In the conversation between Batista and Temer, the president appears to indicate that his former aide and congressman, Rodrigo Rocha Loures, was his right-hand man and that Batista could go to him for any dealings between JBS and the government.

Loures was arrested June 3 after federal police released video that authorities said showed him carrying a suitcase containing $154,000.

Atty. Gen. Rodrigo Janot alleges that the money in the suitcase was the first installment of $12.2 million in bribes to be paid over a period of nine months by Batista. Loures was said to be the middleman for both the negotiation and the handing over of the bribe money, which Janot said was intended for Temer.

Those in favor of Temer’s ouster Wednesday delayed the morning session in Congress by dragging out discussions and questioning the process leading up to the vote. They said most Brazilians would be home from work in the evening and should be able to see how each member of Congress voted on television and hear the explanation for his or her choice.

When the second session started just after 2 p.m., attendance was again registered, delaying the process even further, as a quorum of 342 was required for the final vote. Discussions became heated as the afternoon wore on, with screaming matches leading to punches being thrown as several lawmakers held back their colleagues.

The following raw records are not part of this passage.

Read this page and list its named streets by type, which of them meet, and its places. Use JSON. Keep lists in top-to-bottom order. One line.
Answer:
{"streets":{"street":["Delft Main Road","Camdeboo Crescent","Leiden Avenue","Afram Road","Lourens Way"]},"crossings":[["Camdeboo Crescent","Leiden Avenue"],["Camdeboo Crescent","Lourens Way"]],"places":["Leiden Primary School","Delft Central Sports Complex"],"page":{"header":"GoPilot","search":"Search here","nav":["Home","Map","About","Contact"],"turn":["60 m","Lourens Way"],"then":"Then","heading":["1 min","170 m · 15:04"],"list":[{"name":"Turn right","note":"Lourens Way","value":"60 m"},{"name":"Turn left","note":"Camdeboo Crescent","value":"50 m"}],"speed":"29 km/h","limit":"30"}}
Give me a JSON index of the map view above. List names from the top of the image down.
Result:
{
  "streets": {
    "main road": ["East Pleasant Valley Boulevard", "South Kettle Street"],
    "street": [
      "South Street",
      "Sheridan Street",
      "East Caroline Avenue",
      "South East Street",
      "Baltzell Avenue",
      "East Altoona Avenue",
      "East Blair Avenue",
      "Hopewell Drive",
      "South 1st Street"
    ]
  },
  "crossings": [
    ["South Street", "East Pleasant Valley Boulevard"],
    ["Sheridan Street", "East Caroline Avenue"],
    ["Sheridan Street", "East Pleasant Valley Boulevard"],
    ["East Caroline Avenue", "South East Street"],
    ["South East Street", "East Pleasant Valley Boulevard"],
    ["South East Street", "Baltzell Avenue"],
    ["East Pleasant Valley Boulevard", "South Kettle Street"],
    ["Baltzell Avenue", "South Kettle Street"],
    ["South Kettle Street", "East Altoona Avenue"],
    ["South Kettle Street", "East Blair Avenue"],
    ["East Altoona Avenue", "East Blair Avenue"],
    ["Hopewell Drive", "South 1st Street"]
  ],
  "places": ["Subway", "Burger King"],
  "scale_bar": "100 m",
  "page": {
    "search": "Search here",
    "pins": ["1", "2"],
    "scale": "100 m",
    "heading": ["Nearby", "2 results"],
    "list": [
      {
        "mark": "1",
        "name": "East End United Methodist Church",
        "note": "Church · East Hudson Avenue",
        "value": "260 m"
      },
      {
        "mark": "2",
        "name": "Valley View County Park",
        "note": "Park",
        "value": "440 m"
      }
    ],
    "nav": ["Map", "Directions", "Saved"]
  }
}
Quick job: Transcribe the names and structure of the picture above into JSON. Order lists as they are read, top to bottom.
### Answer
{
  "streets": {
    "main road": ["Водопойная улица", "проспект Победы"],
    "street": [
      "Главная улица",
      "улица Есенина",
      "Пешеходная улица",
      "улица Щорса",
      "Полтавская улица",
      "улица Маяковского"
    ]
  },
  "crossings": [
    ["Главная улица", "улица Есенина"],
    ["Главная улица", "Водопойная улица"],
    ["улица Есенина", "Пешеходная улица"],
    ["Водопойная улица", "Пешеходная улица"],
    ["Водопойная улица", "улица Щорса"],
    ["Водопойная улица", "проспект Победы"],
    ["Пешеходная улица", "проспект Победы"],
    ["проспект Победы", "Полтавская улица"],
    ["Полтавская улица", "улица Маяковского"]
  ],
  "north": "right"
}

Congressman Wladimir Costa, who this week demonstrated his support for Temer by showing off a henna tattoo on the front of his right shoulder with Temer’s name and a Brazilian flag, waved balloons depicting Lula in prison stripes. Those voting for Temer’s suspension wore stickers imitating the tattoo, which Costa initially insisted was real, on the right shoulder of their suit jackets.

The stickers, however, read, “Out with Temer.” Others tossed money in the air and hoisted a fake suitcase with money sticking out of it above their heads. Though impeachment is now off the table, Temer could still face a criminal trial on corruption charges after he leaves office.

Langlois is a special correspondent.